Task goal: Look through the listing below and write out exactly the lines from the line with "font-size:23px; font-style:normal; color:#9ea1a6" to the line with "position:relative; flex:none; width:2191px;", both included, and no others.
--- START ---
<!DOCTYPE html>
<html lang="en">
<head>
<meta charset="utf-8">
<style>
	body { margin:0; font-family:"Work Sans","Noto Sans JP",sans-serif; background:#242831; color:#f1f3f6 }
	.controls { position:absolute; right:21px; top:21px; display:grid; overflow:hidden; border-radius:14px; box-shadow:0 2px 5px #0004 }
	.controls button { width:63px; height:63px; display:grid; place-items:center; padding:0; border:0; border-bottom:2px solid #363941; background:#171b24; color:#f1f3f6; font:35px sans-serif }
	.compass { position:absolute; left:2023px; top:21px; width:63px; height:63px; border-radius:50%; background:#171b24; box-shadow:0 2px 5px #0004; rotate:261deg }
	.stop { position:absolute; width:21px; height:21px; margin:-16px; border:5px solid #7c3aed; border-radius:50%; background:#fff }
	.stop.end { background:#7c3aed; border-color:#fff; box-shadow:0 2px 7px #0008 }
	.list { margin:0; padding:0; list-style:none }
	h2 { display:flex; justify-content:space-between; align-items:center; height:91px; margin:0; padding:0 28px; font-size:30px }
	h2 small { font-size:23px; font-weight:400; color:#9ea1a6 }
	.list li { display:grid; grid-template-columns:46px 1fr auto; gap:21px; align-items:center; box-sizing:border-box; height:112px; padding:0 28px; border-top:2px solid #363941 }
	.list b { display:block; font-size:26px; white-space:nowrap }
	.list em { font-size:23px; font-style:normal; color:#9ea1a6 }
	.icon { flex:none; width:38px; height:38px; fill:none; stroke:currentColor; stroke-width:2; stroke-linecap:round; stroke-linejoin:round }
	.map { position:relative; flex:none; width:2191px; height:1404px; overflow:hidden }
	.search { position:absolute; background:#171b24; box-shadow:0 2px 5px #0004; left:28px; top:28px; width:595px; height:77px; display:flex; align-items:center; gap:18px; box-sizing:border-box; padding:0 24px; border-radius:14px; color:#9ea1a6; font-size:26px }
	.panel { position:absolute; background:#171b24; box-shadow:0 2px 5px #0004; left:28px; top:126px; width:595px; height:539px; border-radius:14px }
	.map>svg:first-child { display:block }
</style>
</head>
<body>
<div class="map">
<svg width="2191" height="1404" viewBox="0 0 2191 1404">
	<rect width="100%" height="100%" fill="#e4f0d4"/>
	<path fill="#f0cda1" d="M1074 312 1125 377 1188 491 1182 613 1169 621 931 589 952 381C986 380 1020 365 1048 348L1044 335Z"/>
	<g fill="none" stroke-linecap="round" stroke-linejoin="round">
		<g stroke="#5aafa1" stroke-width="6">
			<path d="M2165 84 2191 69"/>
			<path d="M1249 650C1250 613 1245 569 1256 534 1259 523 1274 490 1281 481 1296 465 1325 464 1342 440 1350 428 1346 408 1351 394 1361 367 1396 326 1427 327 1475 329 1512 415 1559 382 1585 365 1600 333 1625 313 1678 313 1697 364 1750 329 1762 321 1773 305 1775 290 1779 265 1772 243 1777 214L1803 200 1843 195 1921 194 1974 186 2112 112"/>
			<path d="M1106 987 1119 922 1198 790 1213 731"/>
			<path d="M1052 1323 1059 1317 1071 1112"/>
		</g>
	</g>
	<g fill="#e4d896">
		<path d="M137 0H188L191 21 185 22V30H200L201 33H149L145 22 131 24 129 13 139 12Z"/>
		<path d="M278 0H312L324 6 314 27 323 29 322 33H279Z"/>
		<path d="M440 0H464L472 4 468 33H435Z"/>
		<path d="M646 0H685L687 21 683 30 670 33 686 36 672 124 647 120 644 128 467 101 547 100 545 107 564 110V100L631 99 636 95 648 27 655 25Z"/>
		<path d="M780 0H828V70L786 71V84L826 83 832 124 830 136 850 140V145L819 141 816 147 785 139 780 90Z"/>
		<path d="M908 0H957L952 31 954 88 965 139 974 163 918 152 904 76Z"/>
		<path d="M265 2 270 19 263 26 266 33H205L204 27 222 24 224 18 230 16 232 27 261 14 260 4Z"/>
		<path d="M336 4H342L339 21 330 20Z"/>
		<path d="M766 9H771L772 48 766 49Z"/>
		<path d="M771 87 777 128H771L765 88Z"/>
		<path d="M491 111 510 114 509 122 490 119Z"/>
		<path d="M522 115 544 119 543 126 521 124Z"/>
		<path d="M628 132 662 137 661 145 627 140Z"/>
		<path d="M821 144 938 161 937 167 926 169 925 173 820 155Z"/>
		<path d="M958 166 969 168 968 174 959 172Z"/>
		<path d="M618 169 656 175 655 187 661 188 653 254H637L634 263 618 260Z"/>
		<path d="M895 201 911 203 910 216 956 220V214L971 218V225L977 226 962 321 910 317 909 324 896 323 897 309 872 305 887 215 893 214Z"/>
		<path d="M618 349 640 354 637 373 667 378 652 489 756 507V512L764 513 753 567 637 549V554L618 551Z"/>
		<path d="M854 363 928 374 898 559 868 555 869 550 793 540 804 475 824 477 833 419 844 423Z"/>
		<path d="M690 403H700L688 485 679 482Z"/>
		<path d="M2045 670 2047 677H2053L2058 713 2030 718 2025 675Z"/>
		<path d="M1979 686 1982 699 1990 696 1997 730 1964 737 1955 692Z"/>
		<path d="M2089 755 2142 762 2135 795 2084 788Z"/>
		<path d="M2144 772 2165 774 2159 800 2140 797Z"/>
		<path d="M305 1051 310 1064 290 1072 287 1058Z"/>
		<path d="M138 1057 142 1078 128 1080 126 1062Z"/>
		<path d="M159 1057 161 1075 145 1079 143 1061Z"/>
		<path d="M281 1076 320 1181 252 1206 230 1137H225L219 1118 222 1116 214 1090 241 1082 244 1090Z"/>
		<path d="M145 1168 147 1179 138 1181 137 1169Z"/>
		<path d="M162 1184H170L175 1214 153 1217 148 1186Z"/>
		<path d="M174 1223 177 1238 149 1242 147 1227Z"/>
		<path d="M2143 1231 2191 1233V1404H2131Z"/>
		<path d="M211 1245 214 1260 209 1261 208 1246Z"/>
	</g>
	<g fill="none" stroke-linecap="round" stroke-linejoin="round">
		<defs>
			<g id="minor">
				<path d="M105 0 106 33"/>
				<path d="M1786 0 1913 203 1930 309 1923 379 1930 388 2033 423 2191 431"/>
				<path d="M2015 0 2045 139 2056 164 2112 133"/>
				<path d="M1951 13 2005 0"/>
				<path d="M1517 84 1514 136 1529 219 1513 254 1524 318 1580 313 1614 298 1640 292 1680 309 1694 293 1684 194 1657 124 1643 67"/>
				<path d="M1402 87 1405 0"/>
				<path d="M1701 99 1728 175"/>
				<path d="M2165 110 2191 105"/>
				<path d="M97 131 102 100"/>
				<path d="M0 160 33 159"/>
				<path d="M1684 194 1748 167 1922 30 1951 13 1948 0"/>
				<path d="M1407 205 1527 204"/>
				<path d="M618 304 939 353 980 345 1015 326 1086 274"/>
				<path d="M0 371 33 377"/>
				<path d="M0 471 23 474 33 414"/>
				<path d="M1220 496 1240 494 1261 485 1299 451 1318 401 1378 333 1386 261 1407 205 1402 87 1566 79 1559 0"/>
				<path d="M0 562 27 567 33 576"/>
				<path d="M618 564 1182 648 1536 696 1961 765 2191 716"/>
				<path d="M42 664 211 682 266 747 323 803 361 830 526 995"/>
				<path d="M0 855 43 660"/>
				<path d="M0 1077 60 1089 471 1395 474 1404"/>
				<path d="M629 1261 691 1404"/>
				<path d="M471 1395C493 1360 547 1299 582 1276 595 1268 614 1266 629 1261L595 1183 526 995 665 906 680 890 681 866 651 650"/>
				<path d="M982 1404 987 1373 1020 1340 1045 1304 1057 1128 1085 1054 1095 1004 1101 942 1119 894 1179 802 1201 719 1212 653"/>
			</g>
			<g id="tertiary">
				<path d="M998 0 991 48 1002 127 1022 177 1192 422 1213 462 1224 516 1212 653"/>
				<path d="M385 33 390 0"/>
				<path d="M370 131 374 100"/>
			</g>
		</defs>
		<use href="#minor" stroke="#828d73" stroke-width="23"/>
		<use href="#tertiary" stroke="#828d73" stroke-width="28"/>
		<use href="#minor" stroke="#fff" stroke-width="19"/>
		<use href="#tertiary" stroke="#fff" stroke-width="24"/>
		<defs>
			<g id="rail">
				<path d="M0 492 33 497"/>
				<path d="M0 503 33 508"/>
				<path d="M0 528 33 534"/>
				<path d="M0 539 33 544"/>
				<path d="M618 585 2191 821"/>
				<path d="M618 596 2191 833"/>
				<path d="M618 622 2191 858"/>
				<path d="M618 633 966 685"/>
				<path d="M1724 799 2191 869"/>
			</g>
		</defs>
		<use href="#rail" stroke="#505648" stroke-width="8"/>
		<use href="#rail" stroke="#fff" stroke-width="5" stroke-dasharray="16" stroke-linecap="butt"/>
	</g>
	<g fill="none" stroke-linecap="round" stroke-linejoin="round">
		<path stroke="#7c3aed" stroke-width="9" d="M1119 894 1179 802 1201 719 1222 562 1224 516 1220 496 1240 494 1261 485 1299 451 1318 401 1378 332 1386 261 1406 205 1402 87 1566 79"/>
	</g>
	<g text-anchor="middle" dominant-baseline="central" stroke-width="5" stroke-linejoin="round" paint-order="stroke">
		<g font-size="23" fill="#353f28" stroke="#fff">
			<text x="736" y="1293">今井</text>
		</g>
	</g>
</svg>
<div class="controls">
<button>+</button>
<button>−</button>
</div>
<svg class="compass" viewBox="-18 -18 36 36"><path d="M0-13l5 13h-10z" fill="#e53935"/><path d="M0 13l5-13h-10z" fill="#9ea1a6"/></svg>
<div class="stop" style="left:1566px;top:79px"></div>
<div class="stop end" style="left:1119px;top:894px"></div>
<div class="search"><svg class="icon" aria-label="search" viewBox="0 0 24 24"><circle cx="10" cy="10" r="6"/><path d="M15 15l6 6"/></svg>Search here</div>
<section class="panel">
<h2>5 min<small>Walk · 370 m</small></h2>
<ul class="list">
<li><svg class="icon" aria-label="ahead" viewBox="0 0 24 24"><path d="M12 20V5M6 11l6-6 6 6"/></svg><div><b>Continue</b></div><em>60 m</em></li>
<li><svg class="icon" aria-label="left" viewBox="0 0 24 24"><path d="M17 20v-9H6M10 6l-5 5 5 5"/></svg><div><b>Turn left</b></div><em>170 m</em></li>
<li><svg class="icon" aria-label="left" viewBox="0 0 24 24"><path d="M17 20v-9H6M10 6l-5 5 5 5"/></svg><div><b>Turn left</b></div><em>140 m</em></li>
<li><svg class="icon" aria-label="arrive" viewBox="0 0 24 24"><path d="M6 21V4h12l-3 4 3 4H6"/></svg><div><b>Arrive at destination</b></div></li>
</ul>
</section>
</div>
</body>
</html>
--- END ---
Output of the task:
	.list em { font-size:23px; font-style:normal; color:#9ea1a6 }
	.icon { flex:none; width:38px; height:38px; fill:none; stroke:currentColor; stroke-width:2; stroke-linecap:round; stroke-linejoin:round }
	.map { position:relative; flex:none; width:2191px; height:1404px; overflow:hidden }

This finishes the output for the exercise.